My route takes me from Ocala to Jackson. Jackson to Maybury. Maybury to Hedding. Hedding to Coleman. Coleman to De La Cruz. De La Cruz to Central Expressway. Central Expressway to Bowers. As the area outside my car shifts from residential to industrial, I consider how eastside sometimes seems to actively thwart gentrification. The Filipino restaurant on Alum Rock and Jackson used to be a Carl’s Jr., the Coffee Lovers on Tully, a Carrows (which, oddly enough, opened three years after Applied Materials, also in Santa Clara). Lucky became a Mi Pueblo before it turned into Cardenas. The old Safeway on story is now a Food Maxx.
I’m not sure how permanent any of this is.
I guess that’s this city’s unofficial slogan.
It’s still here

The parking lot is slick and littered with yellow, orange, and brown leaves. It feels like being in a hall of mirrors, in the rain, almost every surface is reflective. I park next to a smoking shelter – something I didn’t know existed before today. It resembles an extremely misplaced bus stop – greyish teal, covered in foggy plexiglass. Between the three, semi-translucent walls sits a calf-tall wooden slat bench and a trash can. The shelter’s overhang is generous, stretching out a solid 8 to 10 feet, surpassing the bench below. I wonder who or what is supposed to be sheltered here. Is it a place for the smoker to be sheltered from the surrounding toxicity, or the surrounding toxicity from the cigarette smoke? I was accidentally placed in the sex ed version of science class twice in 7th grade, which means I carried around both a flour baby and an egg baby, but never learned about the periodic table. I’ve still never taken a chemistry course, but I do know there are lots of rules around mixing things. Perhaps that’s the objective here. I later find out that these are littered all over campus.
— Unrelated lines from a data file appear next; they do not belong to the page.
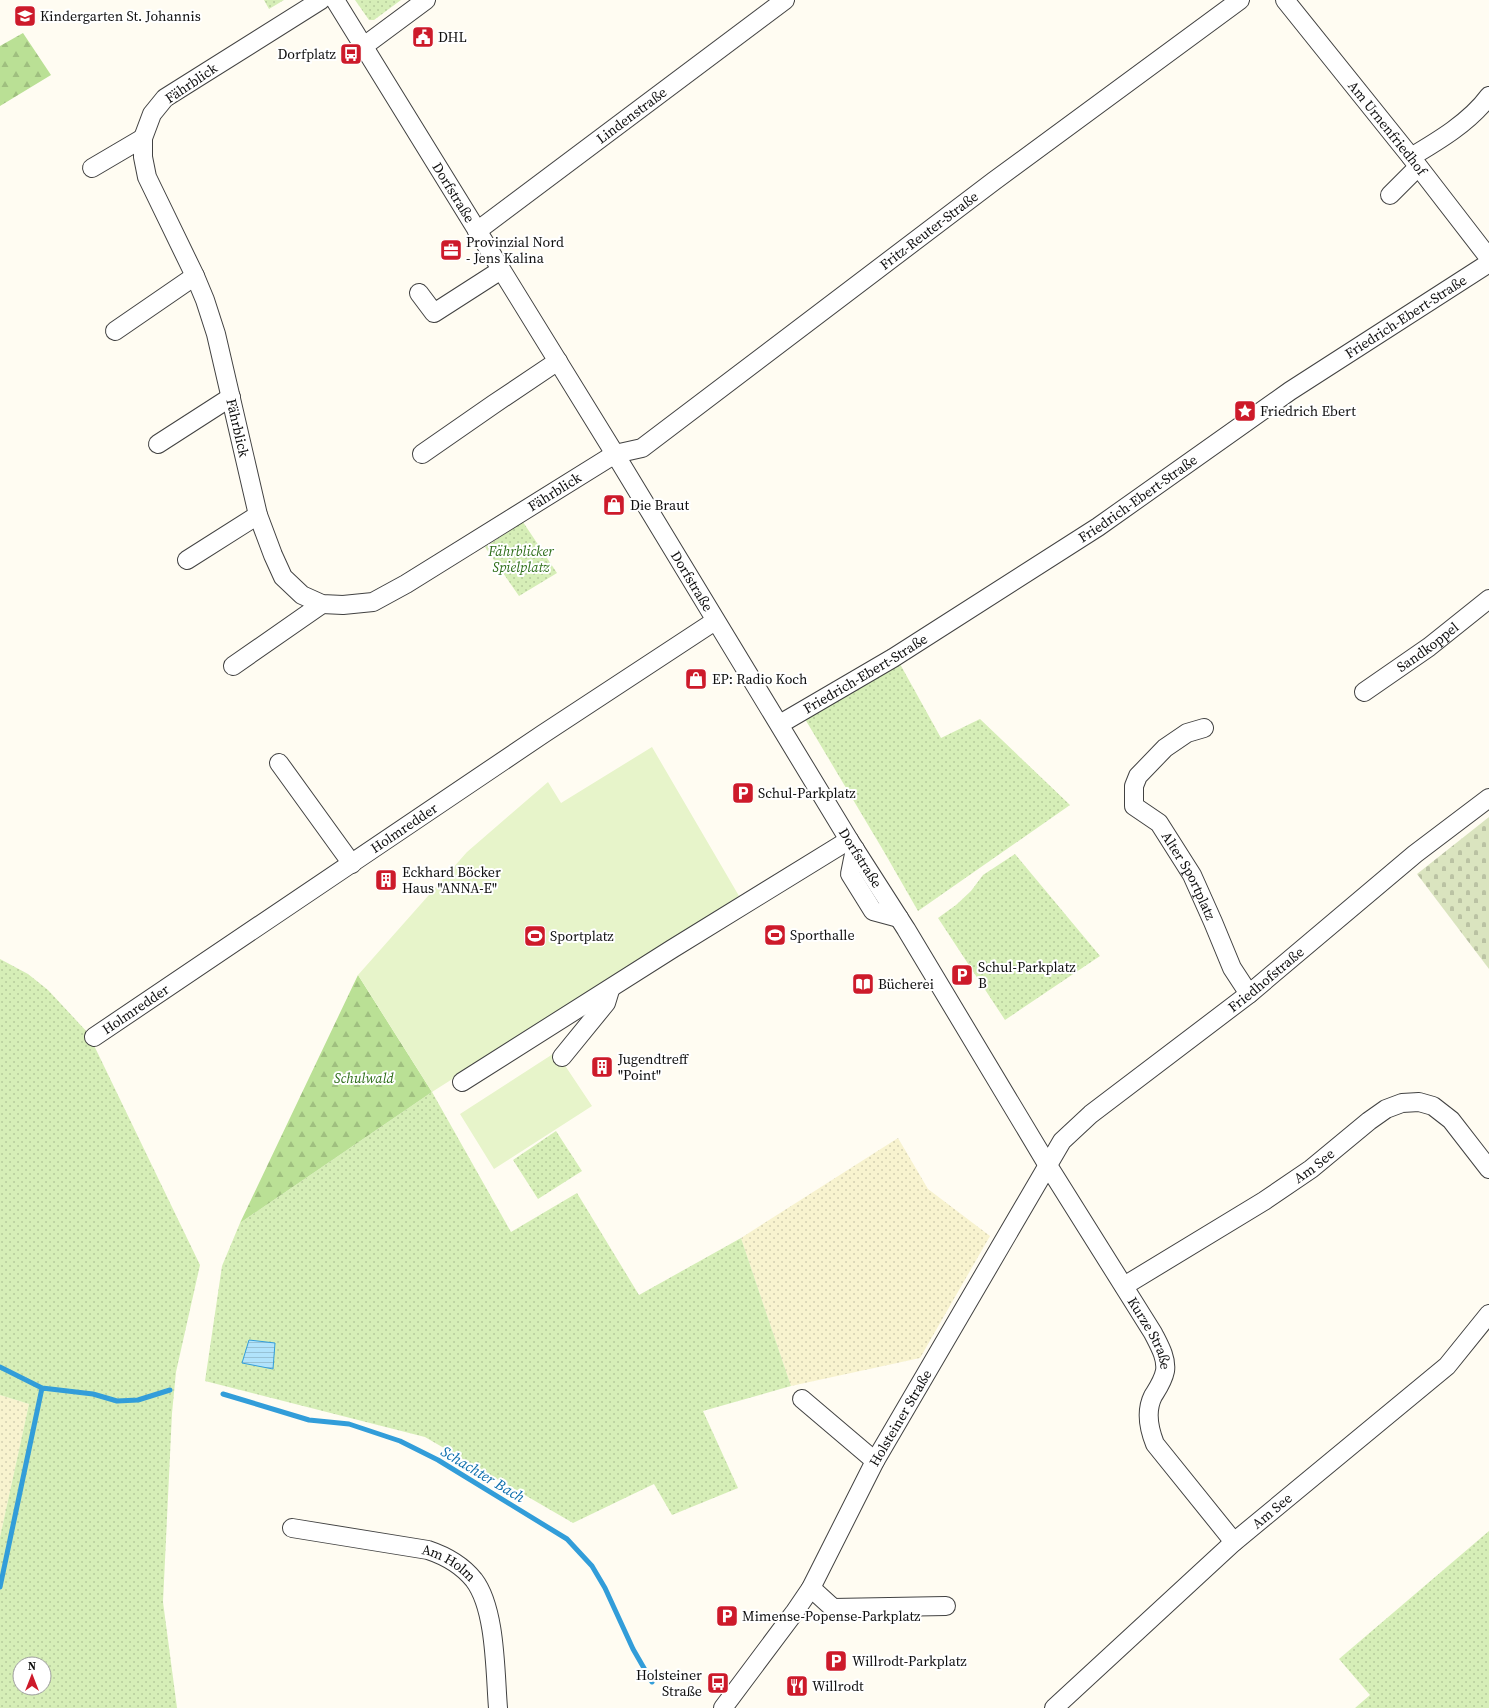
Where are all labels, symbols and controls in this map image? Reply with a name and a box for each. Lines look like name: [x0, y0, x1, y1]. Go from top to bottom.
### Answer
school or university icon: Kindergarten St. Johannis: [12, 3, 38, 29]
place label: Kindergarten St. Johannis: [40, 6, 201, 26]
public building icon: DHL: [410, 24, 436, 50]
place label: DHL: [438, 27, 467, 47]
bus stop icon: Dorfplatz: [338, 41, 364, 67]
place label: Dorfplatz: [277, 44, 337, 64]
street label: Fährblick: [161, 58, 222, 108]
street label: Am Urnenfriedhof: [1343, 76, 1432, 180]
street label: Lindenstraße: [592, 82, 671, 148]
street label: Dorfstraße: [427, 158, 480, 226]
street label: Fritz-Reuter-Straße: [875, 186, 982, 274]
place label: Provinzial Nord - Jens Kalina: [466, 232, 564, 268]
office icon: Provinzial Nord - Jens Kalina: [438, 237, 464, 263]
street label: Friedrich-Ebert-Straße: [1341, 270, 1471, 363]
street label: Fährblick: [221, 397, 254, 459]
place icon: Friedrich Ebert: [1232, 398, 1258, 424]
place label: Friedrich Ebert: [1260, 401, 1356, 421]
street label: Friedrich-Ebert-Straße: [1074, 450, 1201, 547]
street label: Fährblick: [524, 467, 585, 516]
shop icon: Die Braut: [601, 492, 627, 518]
place label: Die Braut: [630, 495, 689, 515]
park label: Fährblicker Spielplatz: [487, 541, 554, 577]
street label: Dorfstraße: [666, 547, 718, 615]
street label: Sandkoppel: [1392, 617, 1463, 677]
street label: Friedrich-Ebert-Straße: [799, 629, 931, 718]
shop icon: EP: Radio Koch: [683, 666, 709, 692]
place label: EP: Radio Koch: [712, 669, 807, 689]
parking icon: Schul-Parkplatz: [730, 780, 756, 806]
place label: Schul-Parkplatz: [758, 783, 856, 803]
street label: Holmredder: [366, 798, 442, 858]
street label: Dorfstraße: [834, 824, 887, 892]
street label: Alter Sportplatz: [1157, 827, 1221, 924]
place label: Eckhard Böcker Haus "ANNA-E": [402, 862, 501, 898]
building icon: Eckhard Böcker Haus "ANNA-E": [373, 867, 399, 893]
sports icon: Sporthalle: [762, 922, 788, 948]
sports icon: Sportplatz: [522, 923, 548, 949]
place label: Sporthalle: [790, 925, 855, 945]
place label: Sportplatz: [550, 926, 614, 946]
street label: Friedhofstraße: [1224, 942, 1308, 1017]
place label: Schul-Parkplatz B: [978, 957, 1076, 993]
parking icon: Schul-Parkplatz B: [949, 962, 975, 988]
library icon: Bücherei: [850, 971, 876, 997]
place label: Bücherei: [878, 974, 934, 994]
street label: Holmredder: [98, 979, 173, 1039]
place label: Jugendtreff "Point": [617, 1049, 690, 1085]
building icon: Jugendtreff "Point": [589, 1054, 615, 1080]
park label: Schulwald: [334, 1068, 395, 1088]
street label: Am See: [1290, 1144, 1339, 1188]
street label: Kurze Straße: [1123, 1293, 1175, 1370]
street label: Holsteiner Straße: [864, 1366, 936, 1470]
water label: Schachter Bach: [437, 1441, 529, 1507]
street label: Am See: [1248, 1488, 1296, 1533]
street label: Am Holm: [421, 1539, 481, 1586]
parking icon: Mimense-Popense-Parkplatz: [714, 1603, 740, 1629]
place label: Mimense-Popense-Parkplatz: [742, 1606, 921, 1626]
parking icon: Willrodt-Parkplatz: [823, 1648, 849, 1674]
place label: Willrodt-Parkplatz: [852, 1651, 967, 1671]
north arrow: [12, 1656, 52, 1696]
text: N: [28, 1659, 36, 1674]
place label: Holsteiner Straße: [636, 1665, 702, 1701]
bus stop icon: Holsteiner Straße: [705, 1670, 731, 1696]
restaurant icon: Willrodt: [784, 1673, 810, 1699]
place label: Willrodt: [812, 1676, 864, 1696]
The campus itself is huge. Large cement buildings, some more 80’s looking than others. There appears to be 11 buildings in total, complete with a basketball court and bbq area. There are cars here, but I have not seen one person, save for a security guard making his way around in a white Toyota Tacoma.

Silicon is special
“Silicon is special because it’s what’s called a semiconductor, which means that depending on how it’s treated it can conduct or block the flow of electricity. This makes it ideal for supporting the millions of tiny transistors necessary for a modern computer chip. Because these transistors are so small – the silicon base needs to be absolutely flawless.”
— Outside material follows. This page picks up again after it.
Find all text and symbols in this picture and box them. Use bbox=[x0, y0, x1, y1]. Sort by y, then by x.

-How do they make Silicon Wafers and Computer Chips video on YouTube by cplai
While Applied Materials never made the silicon wafers themselves, they made the machines other companies used to make silicon wafers. Manufacturing stuff to manufacture silicon wafers is simultaneously an exceptionally toxic and extremely clean process. In the 1970’s Applied Materials used all kinds of industrial solvents for cleaning and degreasing, and by the 80’s they were the first semiconductor equipment maker to manufacture complete systems in cleanrooms.
I watch a handful of videos on about silicon wafer manufacturing on youtube, mostly grainy and from the early late 1990’s and early 2000’s. The silicon resembles mercury. Slick and silver. Pillaged and profitable. An add pops up for a build-your-own-wafer site called Wafer Pro. I begin the process to get a quote. There are too many options with big words I don’t have the energy to look up. I close the browser window and reopen it.
A silicon wafer looks very 90’s in a lot of ways. Perhaps that’s because it reminds me of the music-generating underbelly of a CD. Round like a CD, it is covered in a shimmery waffle pattern – gold or silver. I soon learn that the pattern is a wafer pattern, not a waffle pattern, although to be honest they look exactly the same.
I also learn that there is a lot of heat, oxygen removal, and acids involved in making these wafers. A buffing process referred to as “lapping” is also required. To my surprise, I find that you can purchase them on ebay.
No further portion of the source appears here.